El padre García no trincha, tritura ferozmente los trozos de carne, los ensarta en el tenedor, los retuerce contra la fuente. El trozo chorreante no sube hasta su boca, ¿se desangraba la criatura?, queda temblando en el aire, como su mano y el cubierto, ¿sangre por todas partes?, y una brusca ronquera lo ahoga, ¿sangre de esa niña? Un hilillo de baba clara desciende por su barbilla, imbécil, que la soltara, no era hora de besos, la estaba ahogando, había que hacerla gritar, imbécil: más bien que la cacheteara. Pero Josefino se lleva un dedo a la boca: nada de gritos, ¿no veía que había tantos vecinos?, ¿no los oía conversando? Como si no lo oyera, la Selvática chilla con más fuerza y Josefino saca su pañuelo, se inclina sobre el camastro y le tapa la boca. Sin inmutarse, doña Santos sigue hurgando, manipulando diestramente los dos muslos morenos. Y ahí le había visto la cara, padre García, y le comenzaron a temblar las piernas y las manos, se olvidó que ella se estaba muriendo y que él estaba allí para tratar de salvarla, sólo atinaba a, sí, sí, mirarla, no había duda: era la Antonia, Dios mío. Don Anselmo ya no la besaba, derrumbado a los pies de la cama le ofrecía de nuevo su plata, doctor Zevallos, su vida, ¡sálvemela!, y Josefino se asustó, doña Santos, ¿no se había muerto? No fuera a matarla, no fuera a matarla, doña Santos y ella chist: se había desmayado, nomás. Era mejor, no haría bulla y acabaría más rápido, que le mojara la frentecita con el trapo. El doctor Zevallos le entregó el lavatorio con violencia, que hirvieran más agua, imbécil, lloriqueando en vez de ayudar. Está en mangas de camisa, el cuello abierto y, ahora, muy sereno. Anselmo no puede sujetar el lavatorio, se le cae de las manos, doctor, que no se le muriera, rescata el lavatorio y a gatas se llega a la puerta, doctor, era su vida, y sale.

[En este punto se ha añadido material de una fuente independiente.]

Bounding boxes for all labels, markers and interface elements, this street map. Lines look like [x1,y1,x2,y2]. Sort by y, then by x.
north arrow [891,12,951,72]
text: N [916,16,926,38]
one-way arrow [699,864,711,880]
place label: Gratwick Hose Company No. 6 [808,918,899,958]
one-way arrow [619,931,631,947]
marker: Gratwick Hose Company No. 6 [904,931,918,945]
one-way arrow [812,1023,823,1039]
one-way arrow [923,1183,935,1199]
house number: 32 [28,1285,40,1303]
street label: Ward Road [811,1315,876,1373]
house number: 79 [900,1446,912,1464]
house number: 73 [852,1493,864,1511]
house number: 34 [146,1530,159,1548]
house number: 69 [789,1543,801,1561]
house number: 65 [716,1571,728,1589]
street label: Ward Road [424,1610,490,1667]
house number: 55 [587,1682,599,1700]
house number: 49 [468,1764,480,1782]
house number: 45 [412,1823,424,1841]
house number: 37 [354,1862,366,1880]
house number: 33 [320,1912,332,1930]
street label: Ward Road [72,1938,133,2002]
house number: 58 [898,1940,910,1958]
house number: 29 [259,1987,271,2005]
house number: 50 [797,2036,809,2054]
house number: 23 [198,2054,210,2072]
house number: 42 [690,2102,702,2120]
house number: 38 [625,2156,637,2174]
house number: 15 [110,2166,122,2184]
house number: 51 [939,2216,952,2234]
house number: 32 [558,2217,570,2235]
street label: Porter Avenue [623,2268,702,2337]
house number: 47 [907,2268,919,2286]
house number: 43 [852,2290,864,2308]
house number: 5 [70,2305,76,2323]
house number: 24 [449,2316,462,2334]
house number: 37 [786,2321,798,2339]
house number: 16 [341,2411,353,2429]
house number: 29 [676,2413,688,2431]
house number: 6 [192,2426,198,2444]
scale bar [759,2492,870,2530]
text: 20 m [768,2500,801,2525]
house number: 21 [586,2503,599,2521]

– La puta que te parió -murmura el doctor Zevallos-. Qué locura, Anselmo, cómo has podido, hombre, qué bestialidad has hecho, Anselmo.

– Pásame la bolsa -dice doña Santos-. Y ahora le doy un matecito y se despierta. Llévate eso, y entiérralo bien, y que no te vea nadie.

– ¿Había alguna esperanza? -gruñe el padre García martirizando los trozos de carne, punzándolos y arrastrándolos de un lado a otro-. ¿Era imposible salvar a la niña?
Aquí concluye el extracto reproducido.